§ Material supplied
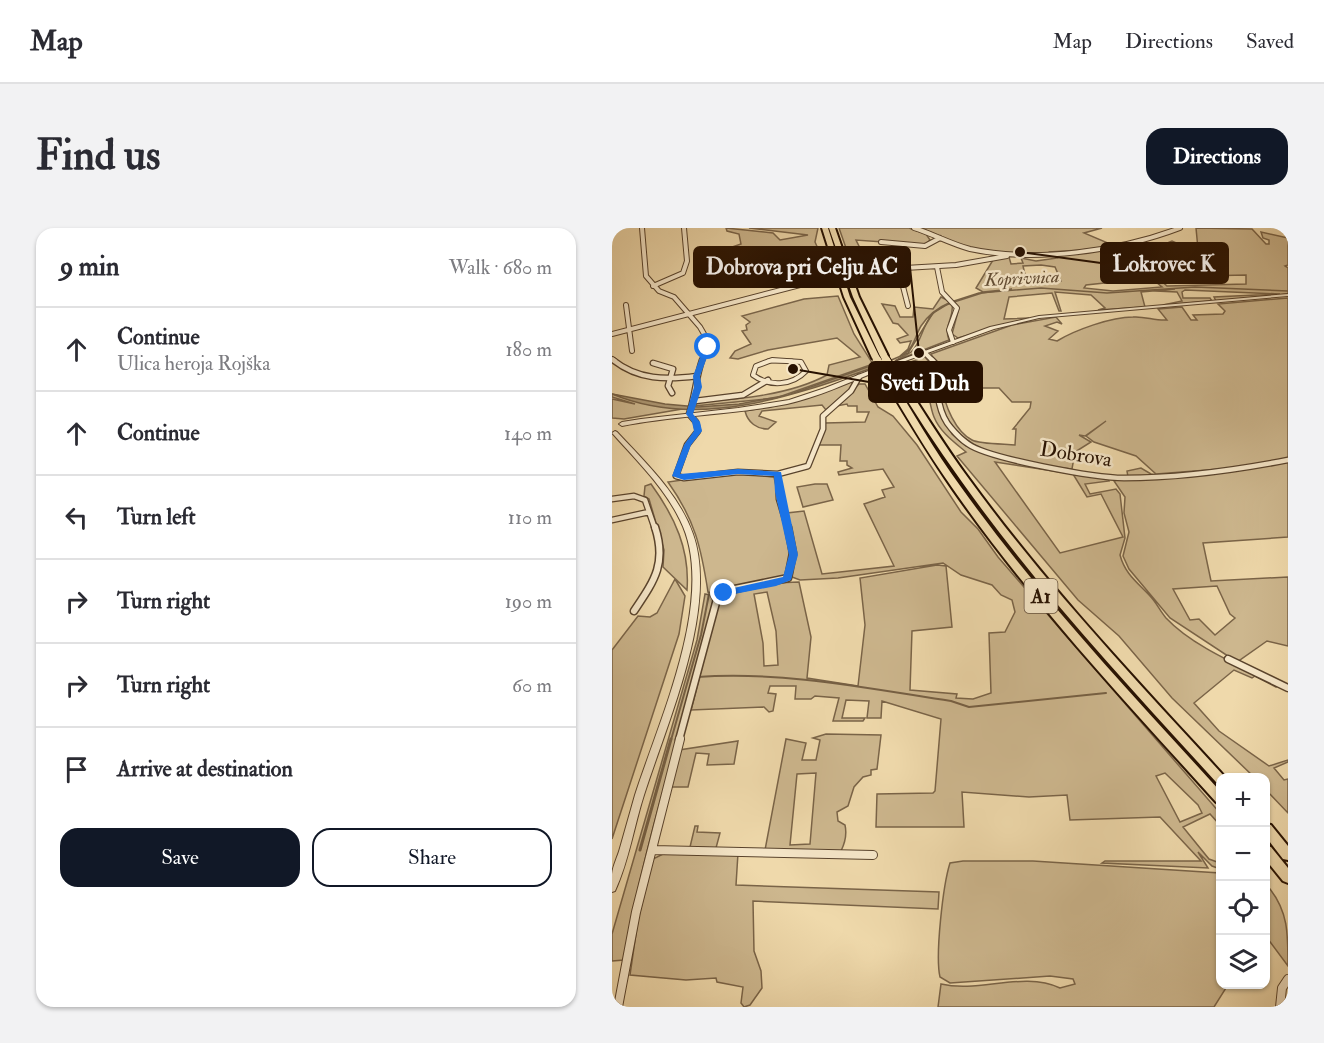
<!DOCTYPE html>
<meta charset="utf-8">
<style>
body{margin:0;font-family:"IM FELL Double Pica",serif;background:#f2f2f3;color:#2b2b33}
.controls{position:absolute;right:18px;bottom:18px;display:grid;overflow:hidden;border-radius:12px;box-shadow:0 2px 4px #0004}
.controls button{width:54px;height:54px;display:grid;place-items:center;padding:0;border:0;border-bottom:2px solid #e1e1e2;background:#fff;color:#2b2b33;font:30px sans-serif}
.stop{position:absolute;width:18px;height:18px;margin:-14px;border:4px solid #1a73e8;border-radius:50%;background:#fff}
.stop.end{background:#1a73e8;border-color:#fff;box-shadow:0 2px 6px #0008}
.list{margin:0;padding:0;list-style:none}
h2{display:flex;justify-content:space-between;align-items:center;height:78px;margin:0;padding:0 24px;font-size:26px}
h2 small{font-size:20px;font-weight:400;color:#7c7c81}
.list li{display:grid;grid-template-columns:39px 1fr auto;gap:18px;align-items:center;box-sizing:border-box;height:84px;padding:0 24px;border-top:2px solid #e1e1e2}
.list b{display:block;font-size:22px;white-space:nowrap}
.list p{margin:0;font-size:20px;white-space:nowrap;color:#7c7c81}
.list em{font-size:20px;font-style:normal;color:#7c7c81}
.actions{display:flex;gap:12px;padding:18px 24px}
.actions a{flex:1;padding:14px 0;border:2px solid #111827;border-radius:18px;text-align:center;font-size:21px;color:#111827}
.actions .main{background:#111827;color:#fff}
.icon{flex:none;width:33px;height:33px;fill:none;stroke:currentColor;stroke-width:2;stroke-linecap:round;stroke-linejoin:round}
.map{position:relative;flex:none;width:676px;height:779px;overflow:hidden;border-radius:18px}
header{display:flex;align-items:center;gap:36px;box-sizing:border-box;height:84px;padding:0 30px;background:#fff;border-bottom:2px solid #e1e1e2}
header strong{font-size:28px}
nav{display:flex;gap:33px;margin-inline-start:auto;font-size:21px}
.intro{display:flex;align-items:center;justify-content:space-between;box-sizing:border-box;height:144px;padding:0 36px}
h1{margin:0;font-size:42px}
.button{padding:15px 27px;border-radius:18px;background:#111827;color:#fff;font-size:21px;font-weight:700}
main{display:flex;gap:36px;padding:0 36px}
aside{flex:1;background:#fff;border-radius:18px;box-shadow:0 2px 4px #0004}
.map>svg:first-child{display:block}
.green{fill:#cdb78e;stroke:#7a6448;stroke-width:1.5;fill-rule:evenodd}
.water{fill:#ab9571;stroke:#766044;stroke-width:1.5}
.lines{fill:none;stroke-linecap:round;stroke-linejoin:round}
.stream-far2{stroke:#766044;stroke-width:1.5}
.stream-far1{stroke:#766044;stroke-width:2}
.stream{stroke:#766044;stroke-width:3}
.pedestrian-far1-casing{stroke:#59432c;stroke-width:5}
.pedestrian-casing{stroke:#59432c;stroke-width:6}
.minor-far3-casing{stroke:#59432c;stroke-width:6}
.minor-far2-casing{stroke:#59432c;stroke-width:7}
.minor-far1-casing{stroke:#59432c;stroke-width:9}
.minor-casing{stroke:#59432c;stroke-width:10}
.tertiary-casing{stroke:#59432c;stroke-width:2}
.motorway-casing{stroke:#271101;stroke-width:4}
.pedestrian-far1{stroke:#f5e6c8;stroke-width:3}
.pedestrian{stroke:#f5e6c8;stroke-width:4}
.minor-far3{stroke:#f5e6c8;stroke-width:4}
.minor-far2{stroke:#f5e6c8;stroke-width:4.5}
.minor-far1{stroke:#f5e6c8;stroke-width:6}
.minor{stroke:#f5e6c8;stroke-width:8}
.tertiary{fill:#f5e6c8;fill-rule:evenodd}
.motorway{fill:#efd9ab;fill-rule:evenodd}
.motorway-bridge-far1-casing{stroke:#271101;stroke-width:9;stroke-linecap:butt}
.motorway-bridge-casing{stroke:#271101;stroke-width:10;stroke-linecap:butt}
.motorway-bridge-far1{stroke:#efd9ab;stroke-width:7}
.motorway-bridge{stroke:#efd9ab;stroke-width:8}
.route{fill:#1a73e8}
.labels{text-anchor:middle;stroke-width:5;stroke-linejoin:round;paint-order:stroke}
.far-water-label{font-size:18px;font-style:italic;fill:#624c33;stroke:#f5e6c8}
.shield{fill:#f5e6c8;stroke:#65513d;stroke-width:1.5}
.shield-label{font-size:20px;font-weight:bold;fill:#271101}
.street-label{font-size:21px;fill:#271101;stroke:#f5e6c8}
.leader{fill:none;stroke:#271101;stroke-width:2}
.callout-dot{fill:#271101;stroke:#f5e6c8;stroke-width:2}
.callout{fill:#271101;stroke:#271101;stroke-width:2}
.callout-label{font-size:22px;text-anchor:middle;font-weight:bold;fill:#fff}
</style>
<header>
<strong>Map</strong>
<nav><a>Map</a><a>Directions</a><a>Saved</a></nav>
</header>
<div class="intro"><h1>Find us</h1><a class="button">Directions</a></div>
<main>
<aside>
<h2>9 min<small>Walk · 680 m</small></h2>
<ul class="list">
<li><svg class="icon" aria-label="ahead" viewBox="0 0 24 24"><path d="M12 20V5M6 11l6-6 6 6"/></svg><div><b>Continue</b><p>Ulica heroja Rojška</p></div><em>180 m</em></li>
<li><svg class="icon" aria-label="ahead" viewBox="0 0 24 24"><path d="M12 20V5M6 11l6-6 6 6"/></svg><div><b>Continue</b></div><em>140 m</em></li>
<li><svg class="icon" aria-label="left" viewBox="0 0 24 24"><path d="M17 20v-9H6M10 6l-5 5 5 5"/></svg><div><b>Turn left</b></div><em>110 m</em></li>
<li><svg class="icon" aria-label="right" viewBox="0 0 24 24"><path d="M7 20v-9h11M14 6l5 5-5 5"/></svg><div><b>Turn right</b></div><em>190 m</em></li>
<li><svg class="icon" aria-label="right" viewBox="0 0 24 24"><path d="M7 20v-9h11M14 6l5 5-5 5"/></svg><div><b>Turn right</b></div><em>60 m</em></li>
<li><svg class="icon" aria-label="arrive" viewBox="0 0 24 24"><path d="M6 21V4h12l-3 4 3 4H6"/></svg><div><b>Arrive at destination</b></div></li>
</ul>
<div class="actions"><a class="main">Save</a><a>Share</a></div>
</aside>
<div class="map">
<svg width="676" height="779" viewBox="0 0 676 779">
<rect width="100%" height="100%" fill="#efd9ab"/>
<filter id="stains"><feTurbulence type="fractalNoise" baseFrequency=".00333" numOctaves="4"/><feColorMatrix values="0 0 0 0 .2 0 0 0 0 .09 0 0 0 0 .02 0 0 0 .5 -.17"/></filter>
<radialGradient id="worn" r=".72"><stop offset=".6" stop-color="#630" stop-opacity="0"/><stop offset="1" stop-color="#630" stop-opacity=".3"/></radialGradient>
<path class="green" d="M114 0 161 5 168 12 196 7 137 0H206L203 14 208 25 183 32 175 37 170 33 164 34 169 38 147 46H130L140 43V38L115 31 117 20 129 16 127 6 115 3Z
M227 0H297L314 6 318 12 313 17 244 12 248 20 256 21 265 31 253 29 254 36 246 38 248 41 264 40 242 43Z
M308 0H490L472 5 503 18C455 24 398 31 351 18 336 13 323 5 308 0Z
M584 0 640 1 654 16H657V12L651 10 649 4 676 10V37L673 38 676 40V66L604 73 602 69 668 66 573 62 570 64 571 70H598L600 73 551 77 570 73 565 64 543 63 563 61 529 64 533 79 486 82 493 80 479 67 443 64 449 83H447L440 65 397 69 392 91 417 90 346 110 340 106 347 80 342 74 370 65 400 61 371 64 364 60 381 32 397 29 399 36 411 35 409 30 424 33 445 30 438 24 502 20 501 26 511 25 515 22 537 31 542 29 535 26 540 24 536 21 551 20 548 18 560 13 578 21H586ZM429 37 443 39 449 53 436 55 414 51 411 38ZM634 47V56L555 58 545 49ZM539 50 550 59 501 63 472 60 474 57Z
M226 68 242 106 261 136 164 170 82 178 87 174C128 171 178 167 215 147L217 137 248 129 225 110 156 122 126 131 118 130 123 123 139 116 130 103 135 102 134 97 138 94 130 88 192 71Z
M329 69 339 74C327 79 316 87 309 98 302 110 302 122 288 128L296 121 299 113 288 115 285 111 296 107 286 96 281 95 270 76 283 78 288 89H301L302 79 321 81Z
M676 70V309L591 315 599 353 676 349V418L655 413 625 434 558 390 517 341 511 328 517 304 512 285 513 269 502 253 516 249 515 243 529 240 539 246 551 248 621 240 544 246 524 228 482 214 474 208 494 193 473 208 467 207 479 214 463 224 460 241C413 235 348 229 330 179 326 167 329 154 326 142 325 136 322 131 319 126L400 97 444 89 450 96 445 94 433 98 446 103 437 111 445 113C463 102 499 89 521 89 533 88 543 93 555 92L546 81 570 79 579 92H585L581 87 611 86 613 83 606 76ZM331 160H387L400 174H419L418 180 401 201H404L403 217C393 216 367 216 360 212 344 204 332 177 331 160ZM605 358 618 386 623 390 603 407 587 391 578 392 561 361Z
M340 75C343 89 331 97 337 112L283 133C286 130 294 128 299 124 314 111 308 83 340 75Z
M313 129 322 140 325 177 340 206 349 214 368 223 496 251 497 253 473 256 478 266 504 261 508 266 513 310 508 327C513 346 525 354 538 368 544 374 548 383 554 390 581 419 631 439 666 457L664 459 643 448 640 450 622 442 582 475 607 503 657 538 676 532V534L662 540 672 552 676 551V585L654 562V550L642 549 560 470 507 408 466 372 345 228 354 224C342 214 328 204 322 189 315 172 317 141 298 134ZM383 234 461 246 475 269 489 266 511 309 448 325Z
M241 153 239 160 214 182 210 177 150 183 147 188 164 194 156 201C145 201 136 195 133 183L168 177Z
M247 156H253L266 179 281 188 305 217 349 284 366 301 386 329 608 585V597L598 586 571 599 597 631 608 635V641L600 638 586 624 596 640 490 635 493 633H589L548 589 458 592 455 567 417 569 350 564 352 599H264L265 566 321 565 323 563 329 491 270 473 269 490H255L257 473 234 472 230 490H253L251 493H221L227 470 203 468 199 471H183L184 458H158L156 465 164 466 161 483 157 484 152 479 79 482 107 373C120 358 167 354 187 354L199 409 195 450 246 458 253 397 248 350 325 337 334 338 340 399 300 403 298 462 345 466 344 470 361 471 379 465 377 405 393 404 403 384 400 372 389 367 380 357 349 347 331 335 226 350 188 352 180 349 183 326 175 285 192 283 210 346 282 338 252 276 273 269 270 262 282 259 271 241 227 247 226 244 240 240 235 237V233H228L229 217H205L213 195 253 194 257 184H245V178H236L235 176 224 178ZM155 364 164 403 166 437 152 438 151 415 142 366ZM553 545 586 577 590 585 568 594 544 548Z
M0 166 39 176 76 180 12 191 0 190V171L23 176 0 169Z
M119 245 162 249C168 278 183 318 174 347L166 351 101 365 96 364C89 319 83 292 56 254Z
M39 256C63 289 78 322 75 362L51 339 52 322 37 271 32 268 33 258Z
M203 256H215L221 272 191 279 185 259Z
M63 351 73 368 67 406 0 611V422L26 388 38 389 45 385Z
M93 366 98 367 101 373C74 494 32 610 12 732L0 733V706L85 412Z
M214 506 269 507 265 541 259 542V547L251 549 242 559 236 578 225 584 226 593 233 597C235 606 233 615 229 623L153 622 174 511 194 515 190 532H204L208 512 201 510ZM204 545 198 616 178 617 185 546Z
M126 513 122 536 95 537 97 526 84 525 76 559H57L67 522Z
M83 598H86L85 604 108 605 104 620 78 619Z
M126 625 124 657 327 664 326 681 141 673 142 723 149 743 150 760 138 777 132 779 129 775 131 759 105 754 104 750 74 752 18 747 26 692 41 631 51 626Z
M351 633H421L608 645V756L613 757 614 760 602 779H326L329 756C368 765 411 743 448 760L463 756 461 751 438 748 338 755 328 749C323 728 331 657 338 635Z
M654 661H658C676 684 676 705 676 738L656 711H654Z"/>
<path class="water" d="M261 137 263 139C181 168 86 202 0 166L53 176 86 179 127 176 176 167Z"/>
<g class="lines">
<path class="stream-far2" d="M277 133 296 125 321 85 339 74 367 65 429 60 495 65 583 59 676 63"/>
<path class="stream-far1" d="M85 449C171 443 254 460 339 473L357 479 494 465
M59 512 89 407 97 366"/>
<path class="stream" d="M28 622 59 511"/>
<g class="pedestrian-far1-casing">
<path id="pedestrian-far1" d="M156 133H180"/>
</g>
<g class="pedestrian-casing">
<path id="pedestrian" d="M160 132 189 134 194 143C180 158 157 159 141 147L144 138Z"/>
</g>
<g class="minor-far3-casing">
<path id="minor-far3" d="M30 0 34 48 47 63 62 69 88 99 96 113 90 133
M302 0C321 6 339 16 358 21 422 35 508 23 568 0
M269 14 313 18 328 10
M286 39 296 78
M325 39 330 64 345 80 337 102 341 114
M259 42 344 37 395 28
M41 58 71 45 75 33 72 0
M14 77 20 123
M0 106 215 50
M312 124 321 133
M0 131 3 133"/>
</g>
<g class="minor-far2-casing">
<path id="minor-far2" d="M1 132C26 152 54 152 85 148
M90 132C84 150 83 168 77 186L84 194 86 203 75 217 64 248 72 250 126 244 166 246 167 271 176 301
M320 132 323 135C325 157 324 183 339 200 344 206 350 212 356 216 377 231 485 250 512 250 565 250 624 242 676 232
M41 135 61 141 56 158 60 165
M83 173 131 167 156 152
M166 246 196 238 211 201V188L239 163 247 149
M0 271 22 268 33 272 43 301
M0 292 37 284"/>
</g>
<g class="minor-far1-casing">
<path id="minor-far1" d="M22 383C42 353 55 336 43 299
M616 431 676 460
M67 512 105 371 118 362 176 350 181 325 176 299"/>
</g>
<g class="minor-casing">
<path id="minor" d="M41 622 261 627
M6 779 24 684 68 511
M668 779 670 760 676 751"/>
</g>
<g class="tertiary-casing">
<path id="tertiary" d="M676 66V68L427 90 382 101 285 136 280 135 378 99 427 88Z
M264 140 266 141V143C236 155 206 169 175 176 120 187 65 187 10 198L7 196 10 194 29 191 126 180 177 172 213 160Z
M3 203 5 204C33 234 67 266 81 306 107 379 55 495 32 567 22 598 17 633 3 663L0 664C0 658 0 652 0 646 1 637 6 628 8 620 13 602 18 585 23 567 47 492 106 367 68 292 52 259 25 233 1 206L0 205Z"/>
</g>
<g class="motorway-casing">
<path id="motorway" d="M210 0H216L238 69 268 130 267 132 260 130 232 69Z
M217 0H223L247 69 276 128 275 130 268 128 241 69Z
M278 141H284C308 178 331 216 357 251 434 357 524 452 612 548L613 550H608V555L604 554C516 457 426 361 350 254 324 218 300 181 277 143Z
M270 144H276C300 183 322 222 349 259 427 368 519 465 608 563V576L604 574C513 473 419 373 341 261 315 224 292 185 269 146Z
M654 596 659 597 676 618V632L671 631 654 609Z
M654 618 659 619 676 640V655L671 653 654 632Z"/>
</g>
<use href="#pedestrian-far1" class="pedestrian-far1"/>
<use href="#pedestrian" class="pedestrian"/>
<use href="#minor-far3" class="minor-far3"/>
<use href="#minor-far2" class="minor-far2"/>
<use href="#minor-far1" class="minor-far1"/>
<use href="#minor" class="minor"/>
<use href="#tertiary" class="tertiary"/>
<use href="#motorway" class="motorway"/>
<g class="motorway-bridge-far1-casing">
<path id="motorway-bridge-far1" d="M272 128 275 133
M264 130 266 133"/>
</g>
<g class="motorway-bridge-casing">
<path id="motorway-bridge" d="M265 132 273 146
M274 132 281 143"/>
</g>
<use href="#motorway-bridge-far1" class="motorway-bridge-far1"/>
<use href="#motorway-bridge" class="motorway-bridge"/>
</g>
<path class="route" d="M93 117 99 119 88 148 90 159 81 186 88 194 90 203 79 217 68 246 126 241 169 244 186 327 179 352 164 358 112 368 107 365 108 363 171 349 177 327 163 264 162 248 126 246 72 252 60 248 72 217 82 203 80 194 74 186 82 159 81 148Z"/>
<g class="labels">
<g class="far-water-label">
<text transform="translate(410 50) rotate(-3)" y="6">Koprivnica</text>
</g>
<rect class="shield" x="412.5" y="351" width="33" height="34" rx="4.5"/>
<g class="shield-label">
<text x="429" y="375">A1</text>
</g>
<g class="street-label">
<text transform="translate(464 226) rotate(9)" y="7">Dobrova</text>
</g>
</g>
<path class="leader" d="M408 24L489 35M307 125L298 39M181 141L257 154"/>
<g class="callout-dot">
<circle cx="408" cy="24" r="6"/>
<circle cx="307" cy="125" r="6"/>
<circle cx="181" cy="141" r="6"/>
</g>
<g class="callout">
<rect x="489" y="15" width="127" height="40" rx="6"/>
<rect x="82" y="19" width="216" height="40" rx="6"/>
<rect x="257" y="134" width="113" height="40" rx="6"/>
</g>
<g class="callout-label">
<text x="552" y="43">Lokrovec K</text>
<text x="190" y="46">Dobrova pri Celju AC</text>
<text x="313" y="162">Sveti Duh</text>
</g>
<rect width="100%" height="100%" filter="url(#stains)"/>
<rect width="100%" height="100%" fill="url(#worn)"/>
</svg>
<div class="controls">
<button>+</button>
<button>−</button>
<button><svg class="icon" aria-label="locate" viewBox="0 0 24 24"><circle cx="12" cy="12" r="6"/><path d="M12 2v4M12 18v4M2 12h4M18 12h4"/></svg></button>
<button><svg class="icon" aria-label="layers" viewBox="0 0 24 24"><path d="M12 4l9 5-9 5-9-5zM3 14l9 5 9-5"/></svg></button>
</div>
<div class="stop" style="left:96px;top:119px"></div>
<div class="stop end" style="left:112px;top:365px"></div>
</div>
</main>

§ What is required
If a line in the records above has the word "Directions", copy it out.

§ Task solution
<nav><a>Map</a><a>Directions</a><a>Saved</a></nav>
<div class="intro"><h1>Find us</h1><a class="button">Directions</a></div>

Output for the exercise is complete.